D’ailleurs, concernant l’enjeu de la transphobie, rappelons deux faits intéressants : Le Centre Jean-Gol (qui est le centre de recherches du MR) a sorti une « étude » très décriée par le monde scientifique/universitaire contre le « Wokisme » où les contours de leur transphobie ressort déjà selon nous. Cette étude passe, par exemple, ses nerfs sur les courants politiques ou scientifiques, notamment en sociologie/anthropologie, qui ont alimenté nombres de réflexions sur la transidentité et la transphobie. Corentin de Salle, président du Centre Jean-Gol ainsi que Nadia Geerts, autrice de l’étude citée précédemment n’ont d’ailleurs pas hésité à défendre/republier les propos de David Clarinval sur X/twitter.

Ensuite, plusieurs articles trouvés sur Internet montrent qu’il existe une tension interne au sein de la famille « libérale » quant au fait de participer à la Pride (essentiellement chez les jeunes libéraux).
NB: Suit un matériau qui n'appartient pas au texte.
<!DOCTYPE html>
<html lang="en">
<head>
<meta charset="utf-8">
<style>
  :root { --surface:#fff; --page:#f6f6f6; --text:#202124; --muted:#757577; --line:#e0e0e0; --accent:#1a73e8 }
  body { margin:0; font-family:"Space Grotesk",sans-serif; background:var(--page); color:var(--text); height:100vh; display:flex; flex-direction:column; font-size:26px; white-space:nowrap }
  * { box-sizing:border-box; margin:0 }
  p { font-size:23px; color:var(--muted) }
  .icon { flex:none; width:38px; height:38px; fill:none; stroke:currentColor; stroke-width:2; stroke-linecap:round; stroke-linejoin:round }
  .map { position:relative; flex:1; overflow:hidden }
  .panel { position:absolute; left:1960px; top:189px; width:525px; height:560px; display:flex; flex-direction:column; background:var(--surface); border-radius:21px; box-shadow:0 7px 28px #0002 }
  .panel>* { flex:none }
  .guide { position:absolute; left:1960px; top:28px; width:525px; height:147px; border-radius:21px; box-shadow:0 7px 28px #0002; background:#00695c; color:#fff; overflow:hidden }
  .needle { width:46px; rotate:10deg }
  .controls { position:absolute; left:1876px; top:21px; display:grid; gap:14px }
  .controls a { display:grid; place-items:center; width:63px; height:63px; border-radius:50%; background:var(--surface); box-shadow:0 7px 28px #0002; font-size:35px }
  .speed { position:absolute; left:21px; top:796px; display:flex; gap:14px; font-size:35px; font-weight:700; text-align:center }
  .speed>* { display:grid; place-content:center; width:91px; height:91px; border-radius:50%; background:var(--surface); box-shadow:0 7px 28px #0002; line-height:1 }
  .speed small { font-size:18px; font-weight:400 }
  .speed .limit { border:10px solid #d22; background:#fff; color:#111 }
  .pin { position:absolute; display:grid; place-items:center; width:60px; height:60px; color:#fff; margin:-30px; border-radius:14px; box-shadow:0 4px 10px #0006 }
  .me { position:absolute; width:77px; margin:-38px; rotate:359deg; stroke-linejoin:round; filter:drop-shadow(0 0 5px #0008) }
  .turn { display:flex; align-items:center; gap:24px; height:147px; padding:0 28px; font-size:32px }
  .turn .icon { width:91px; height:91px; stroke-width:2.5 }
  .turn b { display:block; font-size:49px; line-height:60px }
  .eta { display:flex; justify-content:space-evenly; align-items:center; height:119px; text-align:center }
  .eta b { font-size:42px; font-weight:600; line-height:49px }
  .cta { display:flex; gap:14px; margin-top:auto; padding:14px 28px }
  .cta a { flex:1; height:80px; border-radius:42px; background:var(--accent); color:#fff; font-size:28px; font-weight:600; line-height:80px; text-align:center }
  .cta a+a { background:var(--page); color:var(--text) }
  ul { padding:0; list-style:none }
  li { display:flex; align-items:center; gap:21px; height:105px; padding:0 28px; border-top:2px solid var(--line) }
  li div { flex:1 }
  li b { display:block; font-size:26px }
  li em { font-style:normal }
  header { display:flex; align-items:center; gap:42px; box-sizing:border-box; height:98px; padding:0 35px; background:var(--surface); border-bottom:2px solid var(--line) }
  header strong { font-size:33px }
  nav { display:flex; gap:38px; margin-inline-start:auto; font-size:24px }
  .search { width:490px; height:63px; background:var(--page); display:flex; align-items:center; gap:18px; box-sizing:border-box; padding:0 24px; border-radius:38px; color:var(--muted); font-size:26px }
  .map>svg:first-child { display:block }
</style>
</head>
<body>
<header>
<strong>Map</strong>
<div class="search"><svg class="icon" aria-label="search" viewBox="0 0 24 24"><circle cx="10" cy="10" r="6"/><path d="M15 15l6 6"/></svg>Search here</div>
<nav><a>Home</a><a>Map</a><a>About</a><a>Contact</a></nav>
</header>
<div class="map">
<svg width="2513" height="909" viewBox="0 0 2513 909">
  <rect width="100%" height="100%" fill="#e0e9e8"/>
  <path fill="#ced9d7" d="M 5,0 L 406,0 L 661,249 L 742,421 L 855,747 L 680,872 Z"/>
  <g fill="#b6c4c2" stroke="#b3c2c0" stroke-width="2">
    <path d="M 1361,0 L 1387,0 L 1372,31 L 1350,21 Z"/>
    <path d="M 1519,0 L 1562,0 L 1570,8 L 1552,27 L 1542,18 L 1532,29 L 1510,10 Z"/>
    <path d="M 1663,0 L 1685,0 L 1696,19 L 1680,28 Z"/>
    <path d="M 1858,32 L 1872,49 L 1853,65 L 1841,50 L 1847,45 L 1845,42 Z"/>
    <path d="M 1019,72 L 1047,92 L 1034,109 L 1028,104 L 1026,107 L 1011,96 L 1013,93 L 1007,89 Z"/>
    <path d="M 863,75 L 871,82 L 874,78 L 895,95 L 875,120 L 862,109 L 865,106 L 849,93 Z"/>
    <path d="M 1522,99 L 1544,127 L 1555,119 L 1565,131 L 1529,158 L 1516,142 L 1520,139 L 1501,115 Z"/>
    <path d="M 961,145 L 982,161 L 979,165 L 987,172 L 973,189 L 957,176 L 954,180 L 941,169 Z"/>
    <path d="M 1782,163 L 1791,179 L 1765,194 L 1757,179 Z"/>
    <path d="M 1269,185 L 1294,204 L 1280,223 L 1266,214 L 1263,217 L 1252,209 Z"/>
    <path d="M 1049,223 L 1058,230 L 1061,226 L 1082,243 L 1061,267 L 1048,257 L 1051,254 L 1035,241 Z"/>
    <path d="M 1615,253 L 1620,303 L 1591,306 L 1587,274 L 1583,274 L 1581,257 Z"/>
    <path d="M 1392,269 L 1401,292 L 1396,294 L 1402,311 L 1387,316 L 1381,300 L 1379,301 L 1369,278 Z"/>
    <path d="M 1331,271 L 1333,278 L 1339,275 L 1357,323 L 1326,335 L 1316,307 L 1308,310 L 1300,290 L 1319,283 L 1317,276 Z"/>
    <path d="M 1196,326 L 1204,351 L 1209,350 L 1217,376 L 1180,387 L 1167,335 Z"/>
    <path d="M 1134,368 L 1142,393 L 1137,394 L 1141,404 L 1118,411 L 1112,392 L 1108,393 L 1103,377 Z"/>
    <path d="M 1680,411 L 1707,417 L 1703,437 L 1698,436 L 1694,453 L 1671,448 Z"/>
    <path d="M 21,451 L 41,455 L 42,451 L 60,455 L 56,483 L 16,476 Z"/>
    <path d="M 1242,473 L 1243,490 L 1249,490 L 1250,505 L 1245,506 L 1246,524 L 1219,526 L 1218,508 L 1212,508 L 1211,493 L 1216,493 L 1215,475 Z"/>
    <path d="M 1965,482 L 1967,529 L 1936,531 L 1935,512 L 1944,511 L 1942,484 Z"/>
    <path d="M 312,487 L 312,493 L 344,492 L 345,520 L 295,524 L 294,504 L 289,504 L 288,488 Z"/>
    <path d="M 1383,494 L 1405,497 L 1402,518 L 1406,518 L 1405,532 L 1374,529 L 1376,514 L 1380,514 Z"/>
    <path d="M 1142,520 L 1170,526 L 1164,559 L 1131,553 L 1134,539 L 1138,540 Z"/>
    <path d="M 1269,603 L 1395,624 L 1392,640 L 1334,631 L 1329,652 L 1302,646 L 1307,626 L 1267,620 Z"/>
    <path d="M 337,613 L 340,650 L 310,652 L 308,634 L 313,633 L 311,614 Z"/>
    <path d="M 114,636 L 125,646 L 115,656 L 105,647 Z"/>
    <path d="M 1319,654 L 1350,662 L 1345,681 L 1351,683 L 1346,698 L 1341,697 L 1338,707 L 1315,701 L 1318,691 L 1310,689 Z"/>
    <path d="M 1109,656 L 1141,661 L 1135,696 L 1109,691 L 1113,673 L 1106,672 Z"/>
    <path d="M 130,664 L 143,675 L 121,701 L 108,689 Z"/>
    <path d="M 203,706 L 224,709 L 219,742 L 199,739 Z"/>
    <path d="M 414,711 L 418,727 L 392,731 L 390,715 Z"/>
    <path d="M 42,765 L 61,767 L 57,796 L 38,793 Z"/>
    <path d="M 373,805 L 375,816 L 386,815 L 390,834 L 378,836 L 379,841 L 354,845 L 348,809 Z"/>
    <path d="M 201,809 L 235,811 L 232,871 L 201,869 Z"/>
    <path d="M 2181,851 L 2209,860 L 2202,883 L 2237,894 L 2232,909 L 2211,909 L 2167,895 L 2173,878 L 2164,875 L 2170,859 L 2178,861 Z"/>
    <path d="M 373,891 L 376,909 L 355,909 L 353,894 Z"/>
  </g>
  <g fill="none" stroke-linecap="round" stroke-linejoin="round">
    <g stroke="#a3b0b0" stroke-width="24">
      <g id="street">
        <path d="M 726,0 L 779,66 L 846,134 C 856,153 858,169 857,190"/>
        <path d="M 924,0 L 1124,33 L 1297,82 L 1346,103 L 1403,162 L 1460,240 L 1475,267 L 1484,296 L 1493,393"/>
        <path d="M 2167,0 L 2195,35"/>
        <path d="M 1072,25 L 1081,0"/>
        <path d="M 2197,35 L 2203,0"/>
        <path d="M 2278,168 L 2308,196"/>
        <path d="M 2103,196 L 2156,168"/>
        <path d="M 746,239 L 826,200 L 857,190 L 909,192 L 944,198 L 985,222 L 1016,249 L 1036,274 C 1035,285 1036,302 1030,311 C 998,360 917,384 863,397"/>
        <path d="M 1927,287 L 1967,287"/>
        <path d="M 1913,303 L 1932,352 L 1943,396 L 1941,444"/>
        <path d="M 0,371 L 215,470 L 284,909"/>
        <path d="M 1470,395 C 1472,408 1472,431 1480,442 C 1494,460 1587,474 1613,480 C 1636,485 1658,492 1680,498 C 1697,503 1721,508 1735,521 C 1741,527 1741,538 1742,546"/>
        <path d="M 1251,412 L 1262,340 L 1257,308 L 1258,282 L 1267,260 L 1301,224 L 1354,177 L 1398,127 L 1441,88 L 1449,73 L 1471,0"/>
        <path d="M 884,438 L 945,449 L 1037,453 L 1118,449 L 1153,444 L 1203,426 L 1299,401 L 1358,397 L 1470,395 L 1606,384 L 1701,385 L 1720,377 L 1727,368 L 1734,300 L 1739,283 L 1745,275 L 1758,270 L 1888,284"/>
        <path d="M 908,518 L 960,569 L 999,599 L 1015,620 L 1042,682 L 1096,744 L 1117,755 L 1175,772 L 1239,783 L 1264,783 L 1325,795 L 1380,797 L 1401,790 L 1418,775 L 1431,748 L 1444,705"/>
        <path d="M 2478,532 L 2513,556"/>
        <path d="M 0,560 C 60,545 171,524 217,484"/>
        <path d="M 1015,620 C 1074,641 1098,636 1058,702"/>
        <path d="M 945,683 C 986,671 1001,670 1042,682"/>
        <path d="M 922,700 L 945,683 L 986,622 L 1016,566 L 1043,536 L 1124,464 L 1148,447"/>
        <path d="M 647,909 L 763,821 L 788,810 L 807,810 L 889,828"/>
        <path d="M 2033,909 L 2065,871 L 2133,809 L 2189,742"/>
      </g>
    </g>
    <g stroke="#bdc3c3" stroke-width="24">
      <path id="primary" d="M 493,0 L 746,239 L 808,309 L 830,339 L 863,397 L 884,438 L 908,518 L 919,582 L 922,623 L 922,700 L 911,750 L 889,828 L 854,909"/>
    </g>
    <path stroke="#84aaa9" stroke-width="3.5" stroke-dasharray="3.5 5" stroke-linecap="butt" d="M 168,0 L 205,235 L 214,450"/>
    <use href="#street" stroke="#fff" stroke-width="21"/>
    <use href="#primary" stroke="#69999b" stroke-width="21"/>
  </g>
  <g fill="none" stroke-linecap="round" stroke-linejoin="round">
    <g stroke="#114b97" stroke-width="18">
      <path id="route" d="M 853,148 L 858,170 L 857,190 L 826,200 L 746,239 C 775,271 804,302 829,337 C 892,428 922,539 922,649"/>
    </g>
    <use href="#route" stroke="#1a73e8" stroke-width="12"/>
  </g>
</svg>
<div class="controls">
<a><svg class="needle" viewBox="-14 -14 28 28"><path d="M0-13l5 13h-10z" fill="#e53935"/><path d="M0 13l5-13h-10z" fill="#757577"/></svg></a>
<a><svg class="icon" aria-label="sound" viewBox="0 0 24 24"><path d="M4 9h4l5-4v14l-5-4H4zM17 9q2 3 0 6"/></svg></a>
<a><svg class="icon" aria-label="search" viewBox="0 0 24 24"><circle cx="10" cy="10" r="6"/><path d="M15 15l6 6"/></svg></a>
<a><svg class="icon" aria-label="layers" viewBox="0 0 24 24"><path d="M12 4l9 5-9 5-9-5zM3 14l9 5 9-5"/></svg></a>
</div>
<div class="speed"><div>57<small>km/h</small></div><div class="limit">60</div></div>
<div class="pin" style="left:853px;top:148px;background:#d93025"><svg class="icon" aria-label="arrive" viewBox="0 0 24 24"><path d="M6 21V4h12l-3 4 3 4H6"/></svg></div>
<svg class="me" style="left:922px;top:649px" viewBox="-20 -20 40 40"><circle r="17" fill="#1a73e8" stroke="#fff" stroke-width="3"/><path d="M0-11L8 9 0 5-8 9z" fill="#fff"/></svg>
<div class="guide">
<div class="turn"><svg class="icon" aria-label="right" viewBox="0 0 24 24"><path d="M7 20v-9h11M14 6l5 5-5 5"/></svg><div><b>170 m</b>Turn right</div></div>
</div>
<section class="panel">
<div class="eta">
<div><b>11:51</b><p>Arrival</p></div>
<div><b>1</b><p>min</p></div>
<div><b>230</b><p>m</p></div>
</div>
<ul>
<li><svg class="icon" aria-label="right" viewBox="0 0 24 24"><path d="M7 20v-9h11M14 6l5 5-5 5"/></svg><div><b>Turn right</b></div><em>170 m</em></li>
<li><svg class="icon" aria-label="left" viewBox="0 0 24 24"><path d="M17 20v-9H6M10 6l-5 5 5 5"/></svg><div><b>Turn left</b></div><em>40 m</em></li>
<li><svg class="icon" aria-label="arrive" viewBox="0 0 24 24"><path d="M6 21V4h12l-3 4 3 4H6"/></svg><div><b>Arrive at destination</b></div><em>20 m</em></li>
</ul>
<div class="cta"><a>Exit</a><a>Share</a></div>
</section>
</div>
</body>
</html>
Dans un article de la libre, un jeune libéral s’exprime et juge que « la marche revendiquera certains thèmes auxquels de nombreux jeunes et mandataires MR s’opposent. » et conclura sur un ton flairant bon le complotisme homophobe : « Si tout le monde est contre l’homophobie, un parti comme le MR, le cdH ou d’autres sont libres de ne pas appuyer toutes les revendications du lobby gay ».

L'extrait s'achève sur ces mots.